## WHAT THIS TASK INVOLVES
Go through the data and report each line that holds the string "interface".

━━━ MATERIAL SUPPLIED ━━━

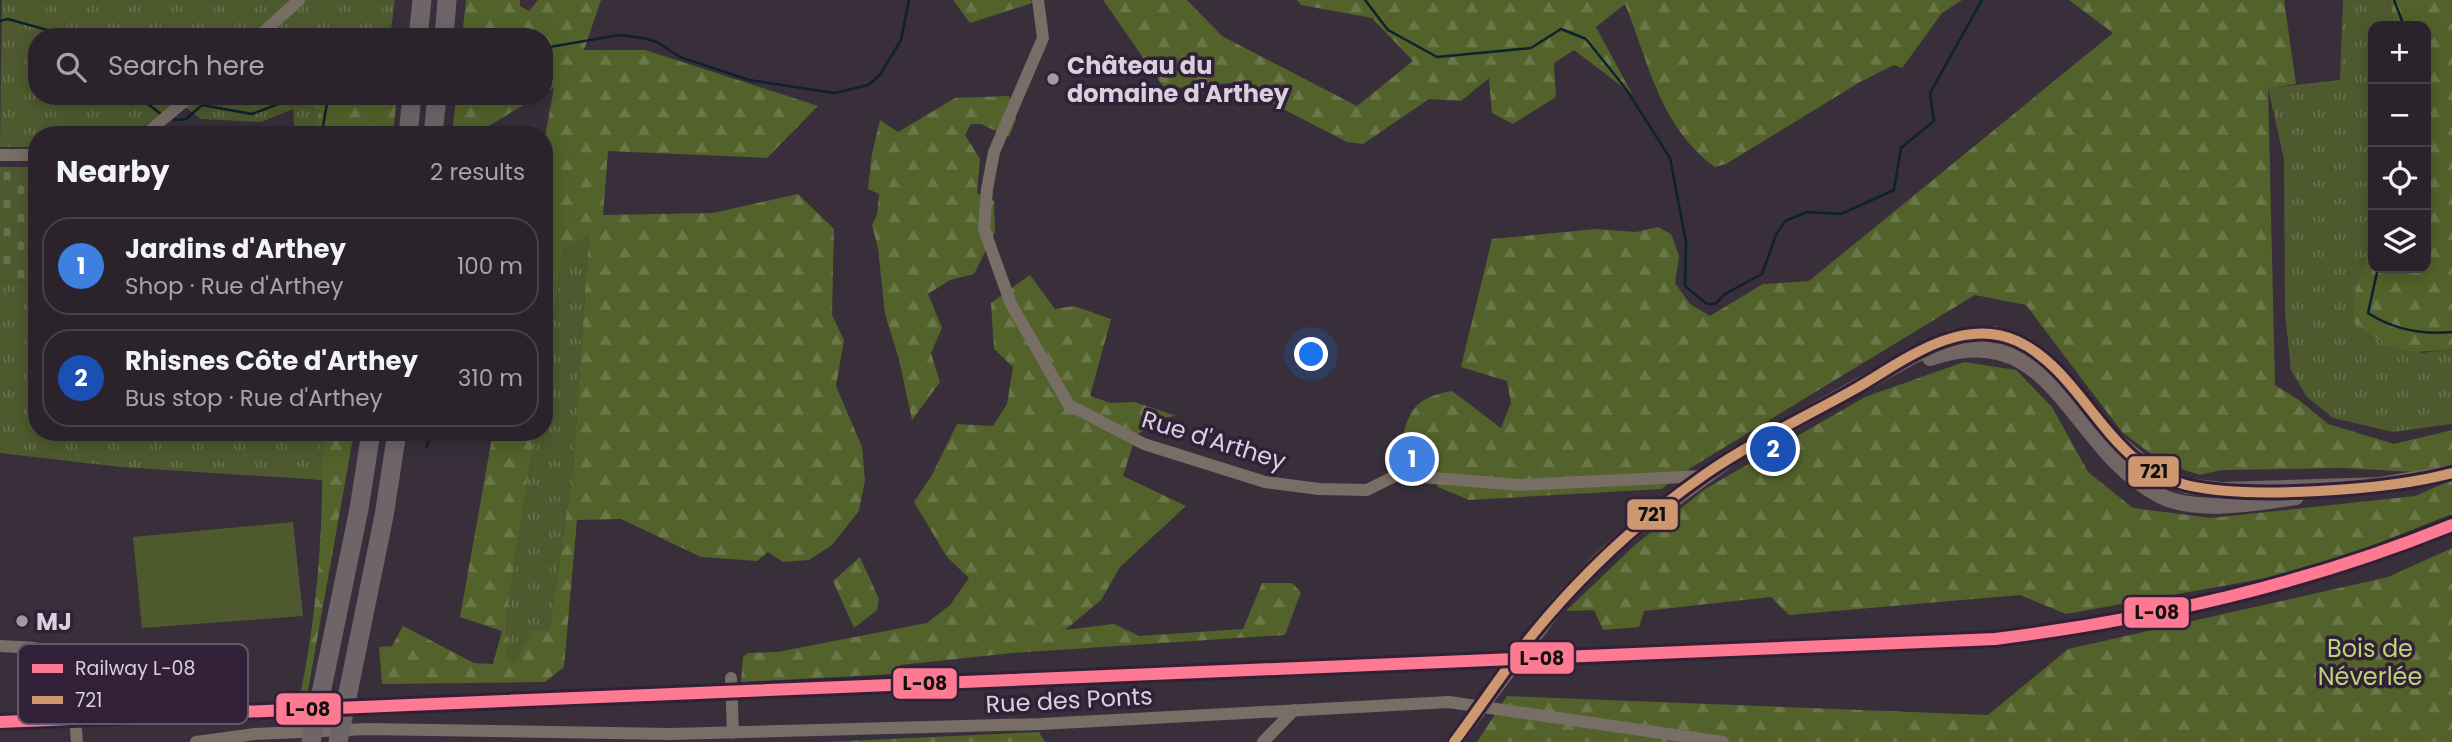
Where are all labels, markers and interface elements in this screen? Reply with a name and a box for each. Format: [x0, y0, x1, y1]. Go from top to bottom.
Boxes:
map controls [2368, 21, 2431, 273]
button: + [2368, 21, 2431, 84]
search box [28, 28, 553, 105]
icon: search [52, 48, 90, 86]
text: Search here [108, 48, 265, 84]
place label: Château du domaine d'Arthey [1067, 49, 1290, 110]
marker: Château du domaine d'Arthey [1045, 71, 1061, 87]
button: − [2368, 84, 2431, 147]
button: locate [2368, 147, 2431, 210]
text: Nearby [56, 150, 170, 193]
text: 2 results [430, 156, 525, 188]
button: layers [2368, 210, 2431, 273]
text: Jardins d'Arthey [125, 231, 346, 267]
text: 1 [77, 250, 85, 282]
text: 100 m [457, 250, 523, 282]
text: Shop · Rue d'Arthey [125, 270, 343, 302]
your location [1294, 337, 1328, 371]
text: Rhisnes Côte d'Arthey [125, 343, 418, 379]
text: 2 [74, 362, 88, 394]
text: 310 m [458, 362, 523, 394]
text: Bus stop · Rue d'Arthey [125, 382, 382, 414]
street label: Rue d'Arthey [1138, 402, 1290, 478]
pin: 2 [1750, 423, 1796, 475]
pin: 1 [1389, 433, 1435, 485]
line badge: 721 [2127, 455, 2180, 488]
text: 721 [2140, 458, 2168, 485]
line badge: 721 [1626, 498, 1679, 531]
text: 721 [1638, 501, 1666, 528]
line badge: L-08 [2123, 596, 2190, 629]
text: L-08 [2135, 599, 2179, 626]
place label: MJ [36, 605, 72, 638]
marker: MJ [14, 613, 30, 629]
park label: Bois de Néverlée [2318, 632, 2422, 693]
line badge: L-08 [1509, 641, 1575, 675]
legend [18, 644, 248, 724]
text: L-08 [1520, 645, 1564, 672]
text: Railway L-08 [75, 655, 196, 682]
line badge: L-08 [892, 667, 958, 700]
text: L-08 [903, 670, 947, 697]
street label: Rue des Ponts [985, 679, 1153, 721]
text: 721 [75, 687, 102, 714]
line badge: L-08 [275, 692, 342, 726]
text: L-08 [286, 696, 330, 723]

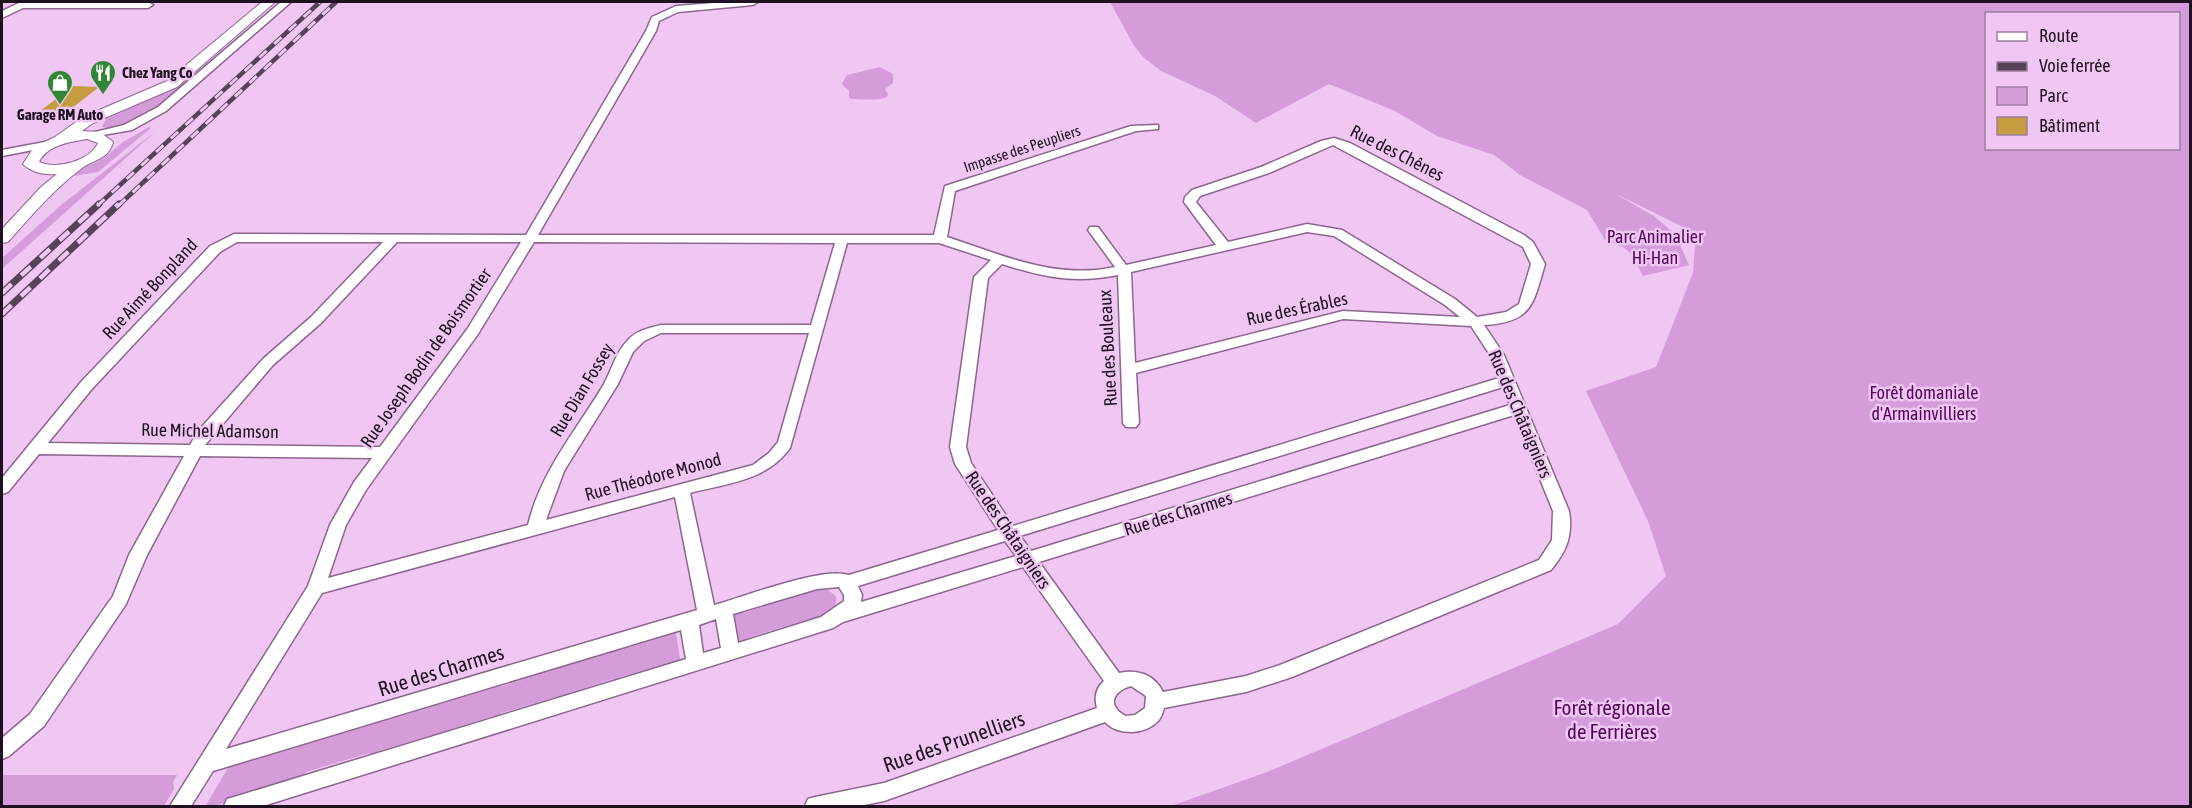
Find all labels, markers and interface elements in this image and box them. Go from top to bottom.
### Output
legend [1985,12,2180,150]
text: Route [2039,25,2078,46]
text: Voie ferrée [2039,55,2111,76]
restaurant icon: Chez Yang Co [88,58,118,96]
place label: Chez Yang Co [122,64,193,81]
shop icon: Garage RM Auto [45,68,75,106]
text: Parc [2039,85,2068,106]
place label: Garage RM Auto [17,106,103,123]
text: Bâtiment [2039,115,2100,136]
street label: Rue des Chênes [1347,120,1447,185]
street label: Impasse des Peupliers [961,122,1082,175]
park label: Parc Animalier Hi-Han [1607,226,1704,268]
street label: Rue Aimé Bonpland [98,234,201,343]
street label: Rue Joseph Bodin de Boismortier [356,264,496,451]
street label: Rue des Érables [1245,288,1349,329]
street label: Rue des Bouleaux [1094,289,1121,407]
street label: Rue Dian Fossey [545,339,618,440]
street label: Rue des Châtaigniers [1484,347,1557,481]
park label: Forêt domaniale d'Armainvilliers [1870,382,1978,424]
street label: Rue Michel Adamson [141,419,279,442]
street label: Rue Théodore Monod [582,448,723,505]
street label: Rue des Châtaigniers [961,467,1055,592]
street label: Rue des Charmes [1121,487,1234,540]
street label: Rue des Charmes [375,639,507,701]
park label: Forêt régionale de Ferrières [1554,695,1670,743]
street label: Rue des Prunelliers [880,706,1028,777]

━━━

## EXERCISE RESPONSE
Where are all labels, markers and interface elements in this screen? Reply with a name and a box for each. Format: [x0, y0, x1, y1]. Go from top to bottom.
Find all labels, markers and interface elements in this image and box them. Go from top to bottom.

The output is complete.